PROMPT:
Set down the data below without change, skipping the pictures it holds.

[Stored items]
+++

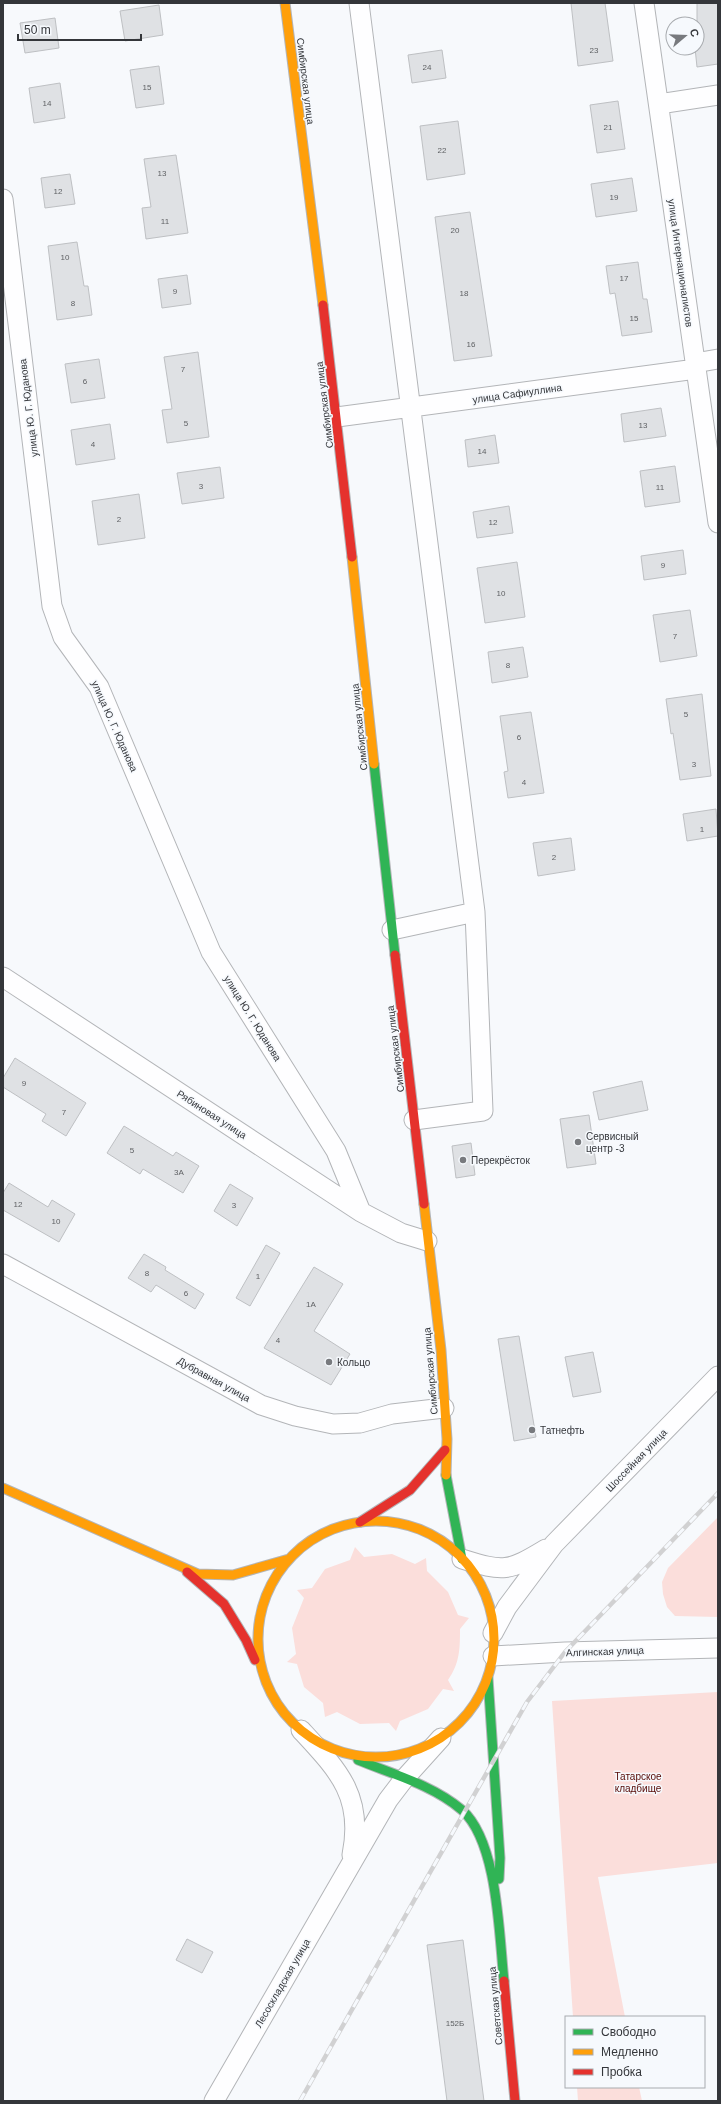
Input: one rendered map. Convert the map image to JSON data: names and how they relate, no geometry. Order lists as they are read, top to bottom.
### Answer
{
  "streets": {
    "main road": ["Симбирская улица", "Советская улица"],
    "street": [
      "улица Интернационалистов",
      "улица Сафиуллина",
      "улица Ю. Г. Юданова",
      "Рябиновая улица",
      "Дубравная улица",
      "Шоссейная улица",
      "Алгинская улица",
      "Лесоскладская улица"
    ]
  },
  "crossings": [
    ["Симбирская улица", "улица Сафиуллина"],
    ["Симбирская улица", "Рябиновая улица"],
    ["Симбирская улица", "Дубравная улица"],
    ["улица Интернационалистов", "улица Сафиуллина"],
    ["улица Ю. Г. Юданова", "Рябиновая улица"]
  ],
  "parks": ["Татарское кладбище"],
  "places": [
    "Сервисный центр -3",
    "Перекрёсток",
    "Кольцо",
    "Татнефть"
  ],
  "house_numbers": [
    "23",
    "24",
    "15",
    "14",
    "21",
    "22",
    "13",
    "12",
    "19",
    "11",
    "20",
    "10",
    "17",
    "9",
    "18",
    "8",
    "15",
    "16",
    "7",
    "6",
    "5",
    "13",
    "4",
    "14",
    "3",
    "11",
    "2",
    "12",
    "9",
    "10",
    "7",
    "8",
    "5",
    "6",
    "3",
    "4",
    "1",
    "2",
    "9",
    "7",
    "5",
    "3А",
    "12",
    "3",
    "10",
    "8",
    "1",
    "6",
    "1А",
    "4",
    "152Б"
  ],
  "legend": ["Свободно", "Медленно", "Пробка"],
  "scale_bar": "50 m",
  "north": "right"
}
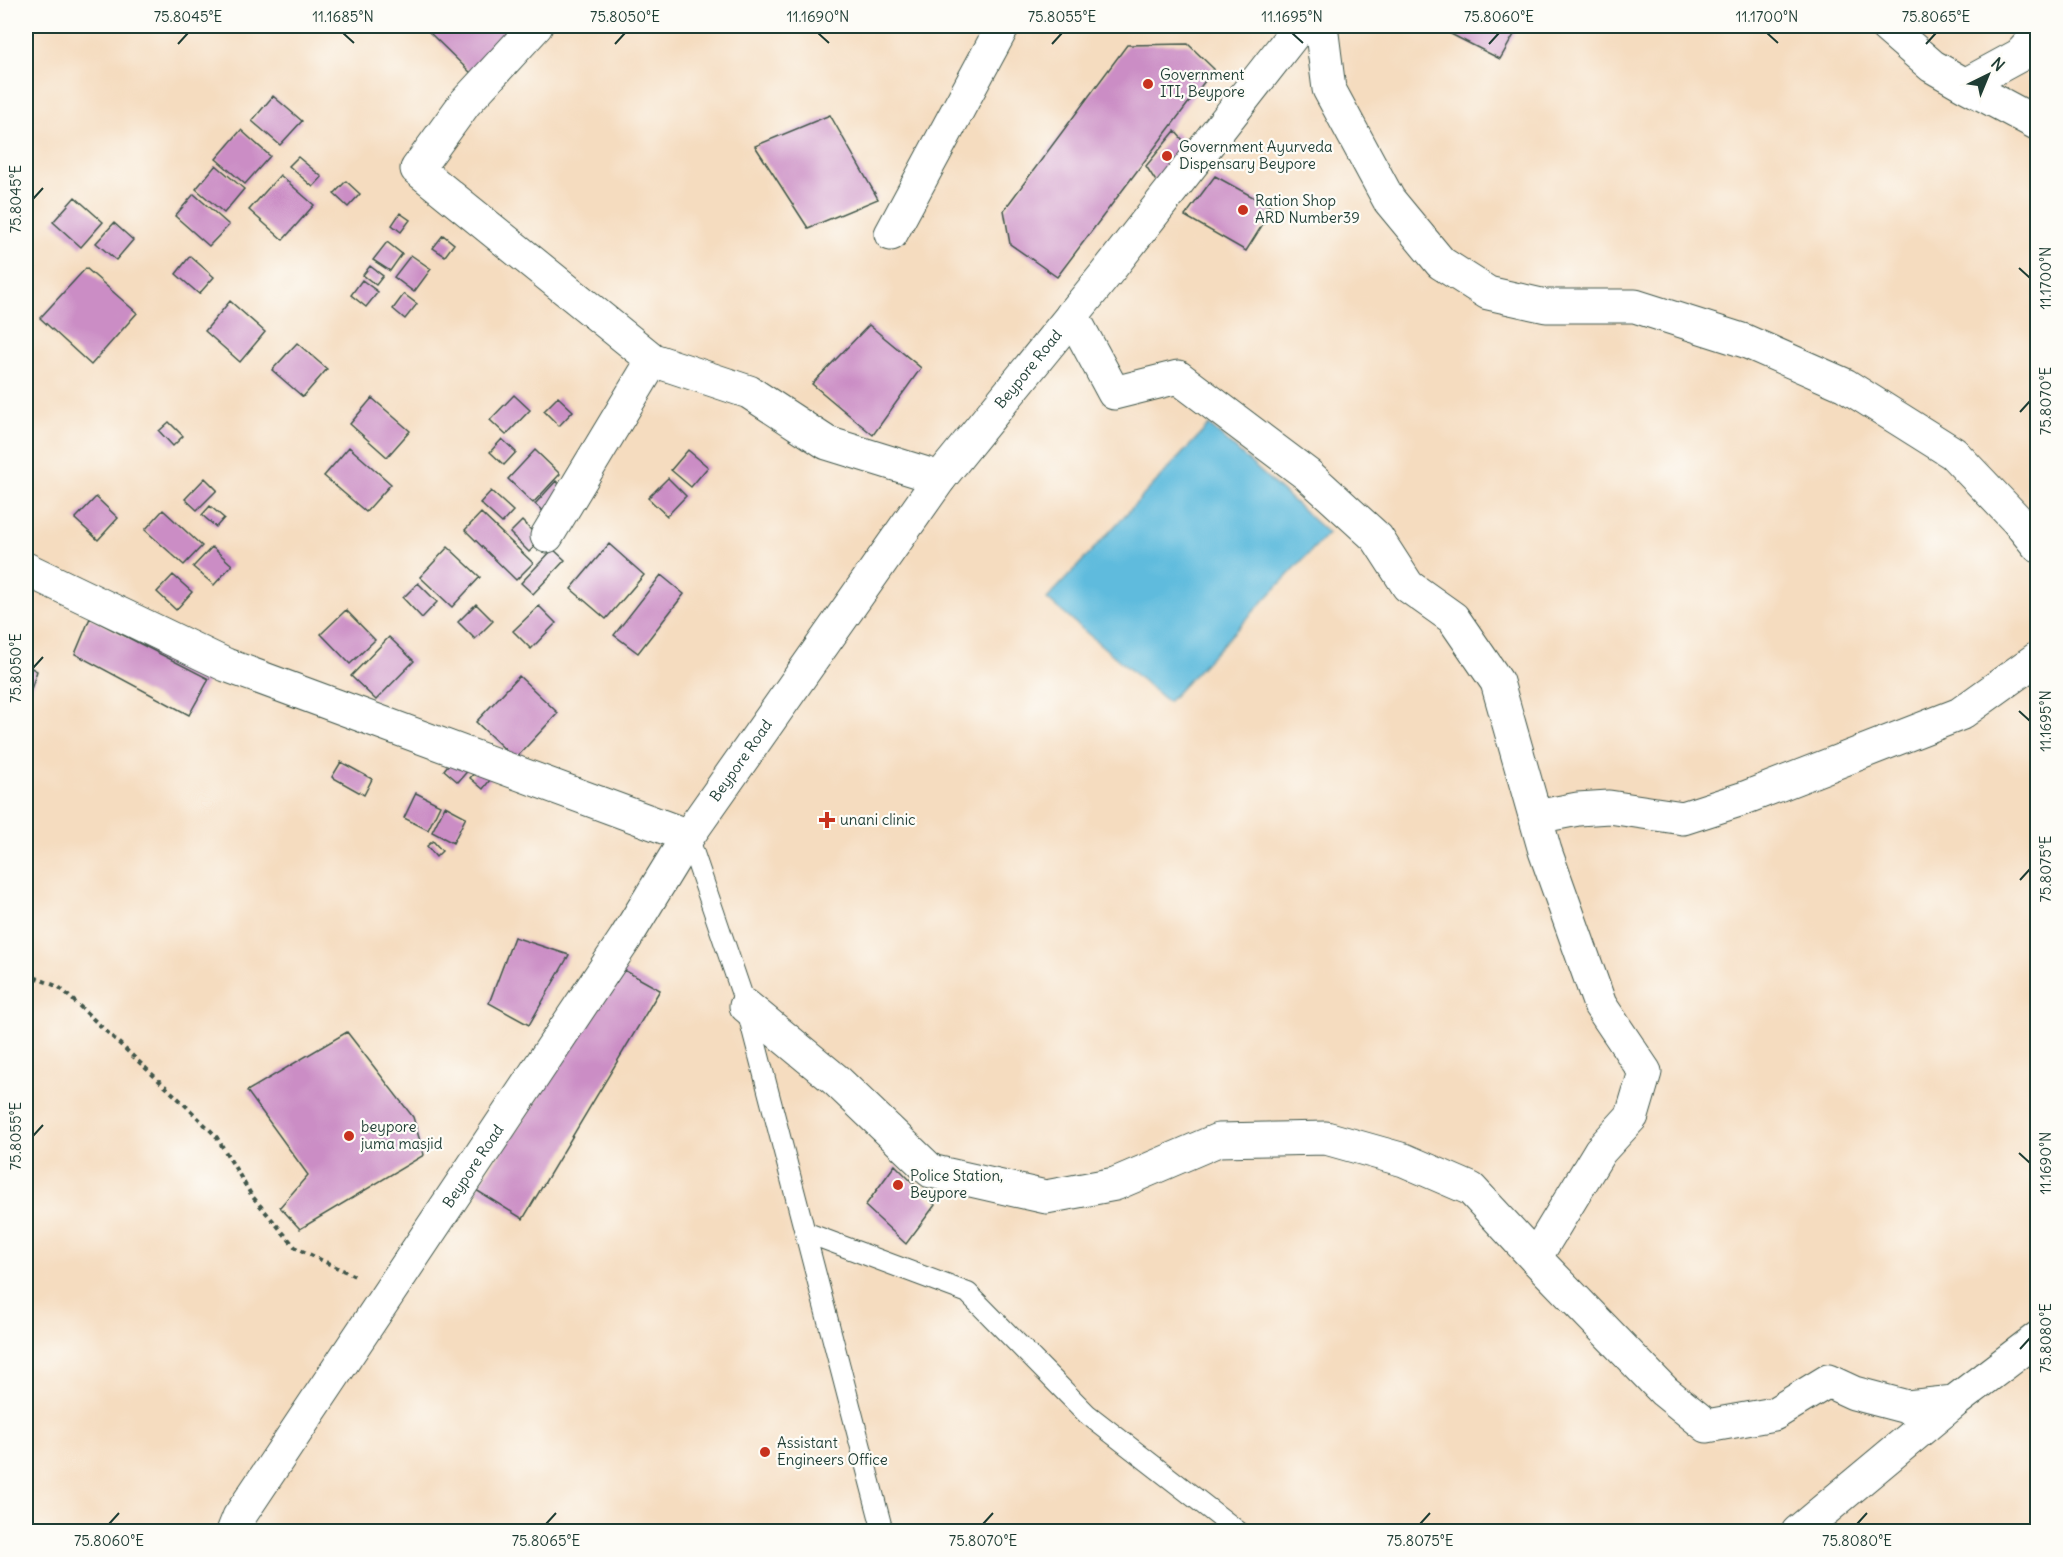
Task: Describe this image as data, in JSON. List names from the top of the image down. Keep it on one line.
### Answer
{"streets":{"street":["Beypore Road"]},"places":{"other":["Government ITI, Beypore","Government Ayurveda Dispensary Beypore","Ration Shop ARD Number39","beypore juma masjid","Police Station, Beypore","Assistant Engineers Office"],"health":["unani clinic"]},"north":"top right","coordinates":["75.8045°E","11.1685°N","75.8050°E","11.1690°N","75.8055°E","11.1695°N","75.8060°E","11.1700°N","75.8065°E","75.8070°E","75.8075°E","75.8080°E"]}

+++

TASK RESPONSE:
Input: one rendered map. Convert the map image to JSON data: names and how they relate, no geometry. Order lists as they are read, top to bottom.
### Answer
{
  "streets": {
    "main road": ["Симбирская улица", "Советская улица"],
    "street": [
      "улица Интернационалистов",
      "улица Сафиуллина",
      "улица Ю. Г. Юданова",
      "Рябиновая улица",
      "Дубравная улица",
      "Шоссейная улица",
      "Алгинская улица",
      "Лесоскладская улица"
    ]
  },
  "crossings": [
    ["Симбирская улица", "улица Сафиуллина"],
    ["Симбирская улица", "Рябиновая улица"],
    ["Симбирская улица", "Дубравная улица"],
    ["улица Интернационалистов", "улица Сафиуллина"],
    ["улица Ю. Г. Юданова", "Рябиновая улица"]
  ],
  "parks": ["Татарское кладбище"],
  "places": [
    "Сервисный центр -3",
    "Перекрёсток",
    "Кольцо",
    "Татнефть"
  ],
  "house_numbers": [
    "23",
    "24",
    "15",
    "14",
    "21",
    "22",
    "13",
    "12",
    "19",
    "11",
    "20",
    "10",
    "17",
    "9",
    "18",
    "8",
    "15",
    "16",
    "7",
    "6",
    "5",
    "13",
    "4",
    "14",
    "3",
    "11",
    "2",
    "12",
    "9",
    "10",
    "7",
    "8",
    "5",
    "6",
    "3",
    "4",
    "1",
    "2",
    "9",
    "7",
    "5",
    "3А",
    "12",
    "3",
    "10",
    "8",
    "1",
    "6",
    "1А",
    "4",
    "152Б"
  ],
  "legend": ["Свободно", "Медленно", "Пробка"],
  "scale_bar": "50 m",
  "north": "right"
}
Task: Describe this image as data, in JSON. List names from the top of the image down. Keep it on one line.
### Answer
{"streets":{"street":["Beypore Road"]},"places":{"other":["Government ITI, Beypore","Government Ayurveda Dispensary Beypore","Ration Shop ARD Number39","beypore juma masjid","Police Station, Beypore","Assistant Engineers Office"],"health":["unani clinic"]},"north":"top right","coordinates":["75.8045°E","11.1685°N","75.8050°E","11.1690°N","75.8055°E","11.1695°N","75.8060°E","11.1700°N","75.8065°E","75.8070°E","75.8075°E","75.8080°E"]}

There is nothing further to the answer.